![JohnSnowLabs](https://johnsnowlabs.com/assets/images/logo.png)

[![Open In Colab](https://colab.research.google.com/assets/colab-badge.svg)](https://colab.research.google.com/github/JohnSnowLabs/spark-nlp/blob/master/examples/python/annotation/text/english/named-entity-recognition/ZeroShot_NER.ipynb)

# Named Entity Recognition with ZeroShotNer

## Colab Setup

In [None]:
!pip install -q pyspark==3.3.0  spark-nlp==4.3.0

In [None]:
import sparknlp

spark = sparknlp.start()

print("Spark NLP version: ", sparknlp.version())
print("Apache Spark version: ", spark.version)

spark

Spark NLP version:  4.2.8
Apache Spark version:  3.3.0


# Zero-shot Named Entity Recognition

`Zero-shot` is a new inference paradigm which allows us to use a model for prediction without any previous training step.

For doing that, several examples (_hypotheses_) are provided and sent to the Language model, which will use `NLI (Natural Language Inference)` to check if the any information found in the text matches the examples (confirm the hypotheses).

NLI usually works by trying to _confirm or reject an hypotheses_. The _hypotheses_ are the `prompts` or examples we are going to provide.
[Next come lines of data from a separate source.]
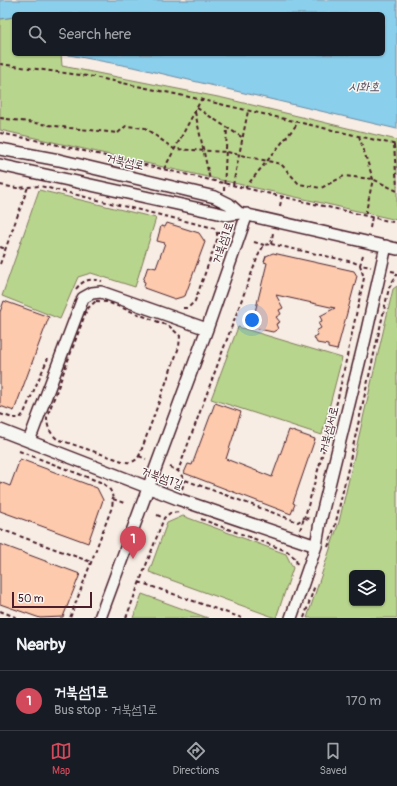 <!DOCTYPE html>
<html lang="en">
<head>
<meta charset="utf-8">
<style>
  :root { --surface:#171b24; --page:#242831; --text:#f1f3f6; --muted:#9ea1a6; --line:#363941; --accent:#d1495b }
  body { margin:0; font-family:Pangolin,"Poor Story",sans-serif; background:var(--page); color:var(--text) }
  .controls { position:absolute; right:12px; bottom:12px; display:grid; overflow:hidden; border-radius:6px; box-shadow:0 1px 3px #0004 }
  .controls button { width:36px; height:36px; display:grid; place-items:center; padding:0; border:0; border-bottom:1px solid var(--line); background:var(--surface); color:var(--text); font:20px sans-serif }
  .scale { position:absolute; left:12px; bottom:10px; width:80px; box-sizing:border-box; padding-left:4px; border:2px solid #4a1f2b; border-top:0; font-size:11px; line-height:14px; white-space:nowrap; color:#4a1f2b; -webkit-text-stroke:3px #f6f6f2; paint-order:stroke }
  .you { position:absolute; left:252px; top:320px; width:14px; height:14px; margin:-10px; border:3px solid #fff; border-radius:50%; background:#1a73e8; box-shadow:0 0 0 6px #1a73e833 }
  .badge { display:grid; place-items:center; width:26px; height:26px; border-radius:50%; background:var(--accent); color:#fff; font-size:13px; font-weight:700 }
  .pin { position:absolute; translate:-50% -33px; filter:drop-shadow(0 1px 2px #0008) }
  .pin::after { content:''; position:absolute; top:21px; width:14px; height:12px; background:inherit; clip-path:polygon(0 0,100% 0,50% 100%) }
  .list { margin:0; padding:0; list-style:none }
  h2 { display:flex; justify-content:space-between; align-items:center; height:52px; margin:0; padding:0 16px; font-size:17px }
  h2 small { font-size:13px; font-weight:400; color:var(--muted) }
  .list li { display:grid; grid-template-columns:26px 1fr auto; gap:12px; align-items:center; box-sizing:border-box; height:60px; padding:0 16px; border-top:1px solid var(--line) }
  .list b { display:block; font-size:15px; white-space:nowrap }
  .list p { margin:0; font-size:13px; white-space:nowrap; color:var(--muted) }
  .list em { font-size:13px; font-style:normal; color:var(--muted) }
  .icon { flex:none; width:22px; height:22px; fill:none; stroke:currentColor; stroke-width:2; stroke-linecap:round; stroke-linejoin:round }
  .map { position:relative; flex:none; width:397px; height:618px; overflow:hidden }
  .search { position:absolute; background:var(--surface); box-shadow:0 1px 3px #0004; left:12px; right:12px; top:12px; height:44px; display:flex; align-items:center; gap:10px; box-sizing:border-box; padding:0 14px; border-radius:6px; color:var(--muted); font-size:15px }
  .sheet { height:112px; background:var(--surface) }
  nav { display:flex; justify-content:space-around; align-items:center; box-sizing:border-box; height:56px; border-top:1px solid var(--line); background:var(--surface); font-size:11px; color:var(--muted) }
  nav a { display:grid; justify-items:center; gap:2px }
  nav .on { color:var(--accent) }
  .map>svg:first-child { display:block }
  .green { fill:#b8d58d; stroke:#817a5c; fill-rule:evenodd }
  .water { fill:#8acfec; stroke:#70899f }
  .building { fill:#fdcaad; stroke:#4a1f2b }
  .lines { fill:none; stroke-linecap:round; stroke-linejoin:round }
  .minor-casing { stroke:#4a1f2b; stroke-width:14 }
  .path { stroke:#4a1f2b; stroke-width:2; stroke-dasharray:4 3; stroke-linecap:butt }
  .minor { stroke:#f6f6f2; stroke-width:11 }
  .labels { text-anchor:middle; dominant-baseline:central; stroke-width:3; stroke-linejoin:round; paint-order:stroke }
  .street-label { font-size:12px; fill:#4a1f2b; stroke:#f6f6f2 }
  .water-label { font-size:13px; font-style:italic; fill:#5d5465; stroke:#f6f6f2 }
</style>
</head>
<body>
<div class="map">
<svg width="397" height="618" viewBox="0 0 397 618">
  <rect width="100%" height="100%" fill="#f7ede4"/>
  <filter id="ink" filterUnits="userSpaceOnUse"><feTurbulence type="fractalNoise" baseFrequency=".025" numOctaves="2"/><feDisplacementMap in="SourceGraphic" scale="8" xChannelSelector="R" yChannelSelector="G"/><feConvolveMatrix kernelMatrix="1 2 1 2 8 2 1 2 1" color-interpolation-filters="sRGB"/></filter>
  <g filter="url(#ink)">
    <path class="green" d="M 14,17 L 14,54 L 61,54 L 62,66 L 223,98 L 397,140 L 397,220 L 0,130 L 0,19 Z
      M 39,190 L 156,218 L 135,287 L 91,273 L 78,277 L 60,319 L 2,296 Z
      M 397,286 L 397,618 L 307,618 L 339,522 L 393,289 ZM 352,573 L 382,573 L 382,603 L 352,603 Z
      M 238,327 L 342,358 L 322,435 L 211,399 Z
      M 183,516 L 286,554 L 293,568 L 276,618 L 149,572 L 167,523 Z
      M 142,594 L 208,618 L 133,618 Z"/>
    <path class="water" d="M 0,0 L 397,0 L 397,129 L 138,68 L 64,54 L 383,54 L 383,14 L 14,14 L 14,17 L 0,19 Z"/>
    <path class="building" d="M 167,223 L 199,233 L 205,242 L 185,296 L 175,299 L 144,288 L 145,282 L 143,281 L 148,266 L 156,268 L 165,243 L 157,241 L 161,226 L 165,227 Z
      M 273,253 L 354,271 L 357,276 L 337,350 L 328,348 L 328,345 L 317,343 L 314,337 L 318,335 L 316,331 L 321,328 L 318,323 L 322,321 L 320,316 L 335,308 L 276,295 L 283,308 L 279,310 L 281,314 L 276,317 L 280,322 L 276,324 L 278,329 L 273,332 L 249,327 L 251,316 L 254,316 L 267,263 L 264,262 L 266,256 Z
      M 4,301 L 49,317 L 14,411 L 0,406 L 0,312 Z
      M 215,403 L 241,412 L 226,459 L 272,477 L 289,430 L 315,439 L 293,503 L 295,504 L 291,514 L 184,473 L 188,464 L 192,465 Z
      M 20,459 L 97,488 L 103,500 L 88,543 L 0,511 L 0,482 L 10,486 Z
      M 0,544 L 80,574 L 63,617 L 40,618 L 0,604 Z"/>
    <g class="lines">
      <g class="minor-casing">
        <path id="minor" d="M 0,149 L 59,160 L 215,197 L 229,204 L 239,213
          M 0,165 L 218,213 L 226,215 L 239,213 L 397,249
          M 0,430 L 178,499 L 316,546
          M 29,441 L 83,298 L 92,293 L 101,292 L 207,329
          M 100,618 L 207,329 L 247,214
          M 291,618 L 316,546 L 320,522 L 365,339 L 386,246"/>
      </g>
      <path class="path" d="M 0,64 L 94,77 L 194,98 L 397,145
        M 197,108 L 243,138
        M 195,112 L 210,180
        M 0,118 L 70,128 L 118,133 L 126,126 L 145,128 L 174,149 L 227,152 L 281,164 L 299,184 L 321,188 L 344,176 L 373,179 L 397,191
        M 0,133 L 45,142 L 397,223
        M 359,136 L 373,179 L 365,216
        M 394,145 L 397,187
        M 164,169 L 201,100
        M 0,185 L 17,188 L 40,186 L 214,228 L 217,233 L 217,240 L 195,301 L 188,308 L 183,308
        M 233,185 L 248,111
        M 245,188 L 298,123
        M 224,191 L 227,128
        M 280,206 L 282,196
        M 370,228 L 372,217
        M 218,233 L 226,234
        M 254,242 L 264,245
        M 271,244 L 353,262 L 360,265 L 364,278 L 337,402 L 306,513 L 304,518 L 298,522 L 185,480 L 178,471 L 258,256 L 264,245 Z
        M 271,244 L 273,233
        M 0,247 L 6,249
        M 363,255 L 360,265 L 371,267
        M 0,264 L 28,187
        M 391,271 L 397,272
        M 76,289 C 83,280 90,278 102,281
        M 96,301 L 107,302 L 169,326 L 180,336 L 179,347 L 140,454 C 137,461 132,463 125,462 L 57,439 C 50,433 47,427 47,417 L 87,309 Z
        M 0,414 L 13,418 L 20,418 L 24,413 L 48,358
        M 19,451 L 100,482 C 112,488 114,495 112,507 L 70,618
        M 139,456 L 146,459
        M 170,467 L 178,471
        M 182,489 L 185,480
        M 113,499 L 124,503
        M 157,515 L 164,518
        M 201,519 L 287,551 L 296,559 L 297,566
        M 0,529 L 91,562
        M 300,530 L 304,518 L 311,519
        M 328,547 L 335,526 L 389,288 L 397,274
        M 139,582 L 242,618
        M 0,611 L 18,618
        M 126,618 L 164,518 L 170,513 L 180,512
        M 304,618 L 315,585"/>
      <use href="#minor" class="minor"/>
    </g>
  </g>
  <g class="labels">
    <g class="street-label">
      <text transform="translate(125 162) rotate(13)">거북섬로</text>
      <text transform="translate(223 243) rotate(-71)">거북섬1로</text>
      <text transform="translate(329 430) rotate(-76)">거북섬서로</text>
      <text transform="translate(162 478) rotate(21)">거북섬1길</text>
    </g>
    <g class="water-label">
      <text x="364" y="87">시화호</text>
    </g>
  </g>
</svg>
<div class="controls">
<button><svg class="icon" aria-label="layers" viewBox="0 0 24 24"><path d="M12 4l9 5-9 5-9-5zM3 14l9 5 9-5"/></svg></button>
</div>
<div class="scale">50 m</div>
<div class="you"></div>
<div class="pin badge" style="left:133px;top:559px">1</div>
<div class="search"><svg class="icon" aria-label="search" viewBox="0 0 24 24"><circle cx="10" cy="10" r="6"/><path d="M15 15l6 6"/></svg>Search here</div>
</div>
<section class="sheet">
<h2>Nearby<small></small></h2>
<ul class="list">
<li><span class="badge">1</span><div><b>거북섬1로</b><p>Bus stop · 거북섬1로</p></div><em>170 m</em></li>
</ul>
</section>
<nav>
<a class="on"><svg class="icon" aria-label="map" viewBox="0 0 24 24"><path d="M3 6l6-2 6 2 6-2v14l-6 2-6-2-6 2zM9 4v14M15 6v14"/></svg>Map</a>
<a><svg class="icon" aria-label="directions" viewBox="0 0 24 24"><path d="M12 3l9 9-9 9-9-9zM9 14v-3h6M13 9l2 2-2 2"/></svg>Directions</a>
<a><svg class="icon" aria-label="saved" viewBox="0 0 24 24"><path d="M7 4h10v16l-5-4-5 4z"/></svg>Saved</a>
</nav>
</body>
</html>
If any piece of information confirm the constructed hypotheses (answer the examples we are given), then the hypotheses is confirmed and the Zero-shot is triggered.

Let's see it  in action.


In [None]:
from sparknlp.base import *
from sparknlp.annotator import *
from pyspark.ml import Pipeline

documentAssembler = DocumentAssembler()\
  .setInputCol("text")\
  .setOutputCol("document")

sen = SentenceDetector()\
  .setInputCols(["document"])\
  .setOutputCol("sentence")

sparktokenizer = Tokenizer()\
  .setInputCols("sentence")\
  .setOutputCol("token")

zero_shot_ner = ZeroShotNerModel.pretrained("finner_roberta_zeroshot", "en")\
    .setInputCols(["sentence", "token"])\
    .setOutputCol("zero_shot_ner")\
    .setEntityDefinitions(
        {
            "DATE": ['When was the company acquisition?', 'When was the company purchase agreement?'],
            "ORG": ["Which company was acquired?"],
            "PRODUCT": ["Which product?"],
            "PROFIT_INCREASE": ["How much has the gross profit increased?"],
            "REVENUES_DECLINED": ["How much has the revenues declined?"],
            "OPERATING_LOSS_2020": ["Which was the operating loss in 2020"],
            "OPERATING_LOSS_2019": ["Which was the operating loss in 2019"]
        })

nerconverter = NerConverter()\
  .setInputCols(["sentence", "token", "zero_shot_ner"])\
  .setOutputCol("ner_chunk")

pipeline =  Pipeline(stages=[
  documentAssembler,
  sen,
  sparktokenizer,
  zero_shot_ner,
  nerconverter
    ]
)

finner_roberta_zeroshot download started this may take some time.
[OK!]


In [None]:
from pyspark.sql.types import StructType,StructField, StringType
sample_text = ["In March 2012, as part of a longer-term strategy, the Company acquired Vertro, Inc., which owned and operated the ALOT product portfolio.",
              "In February 2017, the Company entered into an asset purchase agreement with NetSeer, Inc.",
              "While our gross profit margin increased to 81.4% in 2020 from 63.1% in 2019, our revenues declined approximately 27% in 2020 as compared to 2019.",
              "We reported an operating loss of approximately $8,048,581 million in 2020 as compared to an operating loss of $7,738,193 in 2019."]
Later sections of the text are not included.